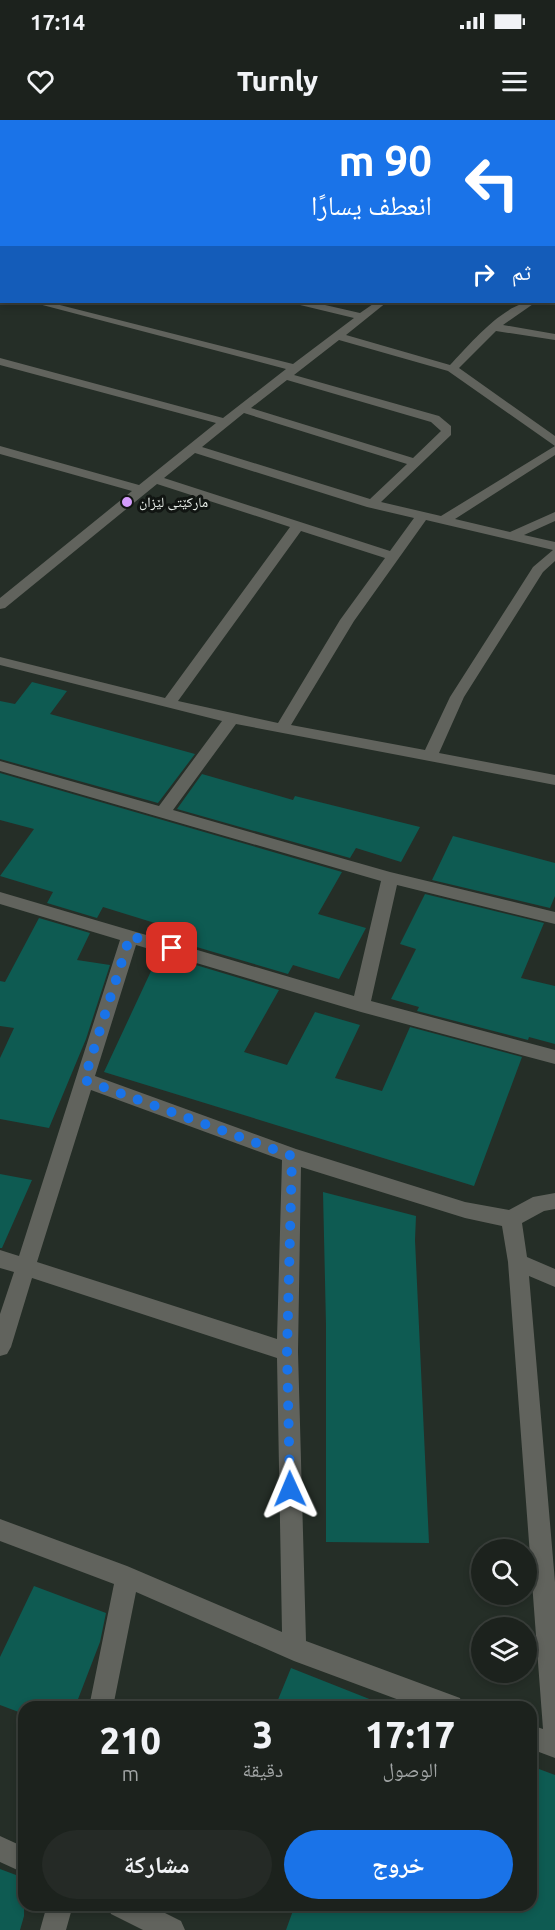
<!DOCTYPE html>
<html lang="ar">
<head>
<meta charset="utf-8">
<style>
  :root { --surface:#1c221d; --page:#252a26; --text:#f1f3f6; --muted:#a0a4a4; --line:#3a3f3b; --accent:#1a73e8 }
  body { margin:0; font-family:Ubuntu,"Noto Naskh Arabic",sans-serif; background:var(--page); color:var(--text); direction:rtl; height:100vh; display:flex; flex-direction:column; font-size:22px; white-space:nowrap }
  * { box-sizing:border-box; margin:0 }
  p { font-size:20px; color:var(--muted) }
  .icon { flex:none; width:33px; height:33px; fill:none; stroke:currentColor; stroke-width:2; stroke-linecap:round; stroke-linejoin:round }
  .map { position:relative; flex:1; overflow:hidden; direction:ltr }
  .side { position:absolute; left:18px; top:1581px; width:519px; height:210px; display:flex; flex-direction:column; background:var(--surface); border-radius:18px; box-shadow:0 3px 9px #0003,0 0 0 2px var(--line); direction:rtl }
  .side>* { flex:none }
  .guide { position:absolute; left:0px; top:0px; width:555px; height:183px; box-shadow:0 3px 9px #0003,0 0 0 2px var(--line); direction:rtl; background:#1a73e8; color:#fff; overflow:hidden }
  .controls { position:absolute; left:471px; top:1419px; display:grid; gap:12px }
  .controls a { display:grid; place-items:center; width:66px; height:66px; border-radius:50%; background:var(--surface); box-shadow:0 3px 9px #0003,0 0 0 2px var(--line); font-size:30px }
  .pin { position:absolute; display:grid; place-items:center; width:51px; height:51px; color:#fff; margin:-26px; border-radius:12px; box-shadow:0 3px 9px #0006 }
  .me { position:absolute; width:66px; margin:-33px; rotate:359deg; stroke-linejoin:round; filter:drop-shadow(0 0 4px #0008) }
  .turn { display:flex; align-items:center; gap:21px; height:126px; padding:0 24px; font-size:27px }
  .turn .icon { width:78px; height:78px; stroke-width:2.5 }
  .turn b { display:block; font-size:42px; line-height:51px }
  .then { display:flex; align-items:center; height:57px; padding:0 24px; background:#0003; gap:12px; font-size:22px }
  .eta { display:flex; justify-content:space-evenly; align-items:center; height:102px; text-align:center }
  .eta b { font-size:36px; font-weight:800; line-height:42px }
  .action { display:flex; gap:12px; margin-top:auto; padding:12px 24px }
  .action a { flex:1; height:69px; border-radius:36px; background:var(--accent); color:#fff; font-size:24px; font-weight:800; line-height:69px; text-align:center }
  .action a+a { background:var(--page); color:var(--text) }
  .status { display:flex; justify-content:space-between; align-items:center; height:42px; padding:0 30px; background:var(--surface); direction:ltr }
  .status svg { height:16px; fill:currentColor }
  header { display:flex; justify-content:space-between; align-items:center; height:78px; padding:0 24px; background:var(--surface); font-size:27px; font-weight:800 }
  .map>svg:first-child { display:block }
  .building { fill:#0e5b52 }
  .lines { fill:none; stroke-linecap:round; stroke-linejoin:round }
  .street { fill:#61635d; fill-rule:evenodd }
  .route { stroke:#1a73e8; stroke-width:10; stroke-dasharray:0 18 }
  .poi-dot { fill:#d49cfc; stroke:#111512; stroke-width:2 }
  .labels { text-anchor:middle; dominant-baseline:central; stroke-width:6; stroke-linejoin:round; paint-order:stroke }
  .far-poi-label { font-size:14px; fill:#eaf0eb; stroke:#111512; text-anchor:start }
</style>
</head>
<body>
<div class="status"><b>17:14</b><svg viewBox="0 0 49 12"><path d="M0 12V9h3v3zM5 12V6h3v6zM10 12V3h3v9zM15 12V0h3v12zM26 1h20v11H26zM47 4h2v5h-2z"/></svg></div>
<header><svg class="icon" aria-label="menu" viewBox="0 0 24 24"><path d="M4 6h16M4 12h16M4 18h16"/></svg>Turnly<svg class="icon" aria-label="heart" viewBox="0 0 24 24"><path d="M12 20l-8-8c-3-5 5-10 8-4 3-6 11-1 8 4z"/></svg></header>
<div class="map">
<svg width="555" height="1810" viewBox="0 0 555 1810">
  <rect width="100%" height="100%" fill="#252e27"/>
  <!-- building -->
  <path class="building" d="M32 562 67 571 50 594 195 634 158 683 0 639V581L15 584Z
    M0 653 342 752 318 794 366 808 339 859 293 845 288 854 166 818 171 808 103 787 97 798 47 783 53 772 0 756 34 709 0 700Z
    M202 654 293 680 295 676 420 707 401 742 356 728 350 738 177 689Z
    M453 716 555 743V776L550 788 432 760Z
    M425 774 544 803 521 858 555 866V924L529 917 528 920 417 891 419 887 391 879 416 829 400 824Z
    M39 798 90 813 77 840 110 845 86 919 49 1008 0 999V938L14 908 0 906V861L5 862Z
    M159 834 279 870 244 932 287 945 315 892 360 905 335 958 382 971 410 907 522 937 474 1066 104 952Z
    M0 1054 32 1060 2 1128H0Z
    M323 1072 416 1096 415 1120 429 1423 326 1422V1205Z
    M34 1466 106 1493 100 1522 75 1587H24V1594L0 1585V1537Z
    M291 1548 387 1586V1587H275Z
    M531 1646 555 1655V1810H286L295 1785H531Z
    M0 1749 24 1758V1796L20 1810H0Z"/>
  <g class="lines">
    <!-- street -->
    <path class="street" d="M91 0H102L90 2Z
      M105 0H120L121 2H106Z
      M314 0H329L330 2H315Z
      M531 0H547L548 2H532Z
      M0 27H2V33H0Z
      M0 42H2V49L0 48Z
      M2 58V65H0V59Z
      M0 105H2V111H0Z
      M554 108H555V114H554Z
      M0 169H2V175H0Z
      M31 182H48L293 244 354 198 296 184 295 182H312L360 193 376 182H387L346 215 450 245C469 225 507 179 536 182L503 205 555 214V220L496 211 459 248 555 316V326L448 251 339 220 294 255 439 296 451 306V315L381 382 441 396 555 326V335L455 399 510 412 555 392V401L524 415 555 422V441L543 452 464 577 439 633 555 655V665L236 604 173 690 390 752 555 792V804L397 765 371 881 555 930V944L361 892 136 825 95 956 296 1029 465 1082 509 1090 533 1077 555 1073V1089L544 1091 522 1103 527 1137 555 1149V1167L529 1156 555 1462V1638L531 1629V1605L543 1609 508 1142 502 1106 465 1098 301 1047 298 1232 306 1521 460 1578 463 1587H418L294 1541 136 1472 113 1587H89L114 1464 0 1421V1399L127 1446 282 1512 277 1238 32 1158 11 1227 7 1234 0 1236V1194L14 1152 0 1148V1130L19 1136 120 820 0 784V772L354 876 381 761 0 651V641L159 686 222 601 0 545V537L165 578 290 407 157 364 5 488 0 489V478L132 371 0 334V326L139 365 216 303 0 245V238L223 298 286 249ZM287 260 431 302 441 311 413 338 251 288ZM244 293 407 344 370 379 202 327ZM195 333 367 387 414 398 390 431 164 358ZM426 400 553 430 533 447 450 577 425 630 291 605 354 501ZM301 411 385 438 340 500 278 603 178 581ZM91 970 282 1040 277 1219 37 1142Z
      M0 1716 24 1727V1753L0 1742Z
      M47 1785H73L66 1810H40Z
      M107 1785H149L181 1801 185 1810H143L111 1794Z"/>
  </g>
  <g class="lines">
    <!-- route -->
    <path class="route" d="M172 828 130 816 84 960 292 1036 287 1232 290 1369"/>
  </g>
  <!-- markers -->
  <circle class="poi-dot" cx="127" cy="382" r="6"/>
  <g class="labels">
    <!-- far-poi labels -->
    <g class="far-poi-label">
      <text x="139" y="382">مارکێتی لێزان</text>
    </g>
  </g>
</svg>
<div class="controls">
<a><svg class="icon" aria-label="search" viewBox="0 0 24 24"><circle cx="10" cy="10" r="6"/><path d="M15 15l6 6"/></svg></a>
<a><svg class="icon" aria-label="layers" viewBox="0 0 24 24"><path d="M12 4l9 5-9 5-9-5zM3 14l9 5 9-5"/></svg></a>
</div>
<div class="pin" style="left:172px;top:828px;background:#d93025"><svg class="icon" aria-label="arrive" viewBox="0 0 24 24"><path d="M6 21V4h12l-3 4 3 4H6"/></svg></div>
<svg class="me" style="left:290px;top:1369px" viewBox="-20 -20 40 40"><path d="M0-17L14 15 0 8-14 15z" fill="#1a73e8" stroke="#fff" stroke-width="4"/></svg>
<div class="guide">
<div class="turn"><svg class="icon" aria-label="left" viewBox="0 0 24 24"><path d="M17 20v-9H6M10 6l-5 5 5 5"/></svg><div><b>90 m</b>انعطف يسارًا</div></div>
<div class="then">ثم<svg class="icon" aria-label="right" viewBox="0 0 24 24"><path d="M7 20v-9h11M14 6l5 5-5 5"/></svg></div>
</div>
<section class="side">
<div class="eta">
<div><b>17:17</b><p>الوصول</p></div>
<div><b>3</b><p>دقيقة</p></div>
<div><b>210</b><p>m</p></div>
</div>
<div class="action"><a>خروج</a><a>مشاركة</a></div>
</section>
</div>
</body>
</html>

════════════════════

» What the task asks:
Look back at the entries above and repeat, unchanged, every line from the line holding "position:absolute; width:66px; margin:-33px;" through the line holding "display:flex; align-items:center; height:57px;".

» Solution to the problem:
  .me { position:absolute; width:66px; margin:-33px; rotate:359deg; stroke-linejoin:round; filter:drop-shadow(0 0 4px #0008) }
  .turn { display:flex; align-items:center; gap:21px; height:126px; padding:0 24px; font-size:27px }
  .turn .icon { width:78px; height:78px; stroke-width:2.5 }
  .turn b { display:block; font-size:42px; line-height:51px }
  .then { display:flex; align-items:center; height:57px; padding:0 24px; background:#0003; gap:12px; font-size:22px }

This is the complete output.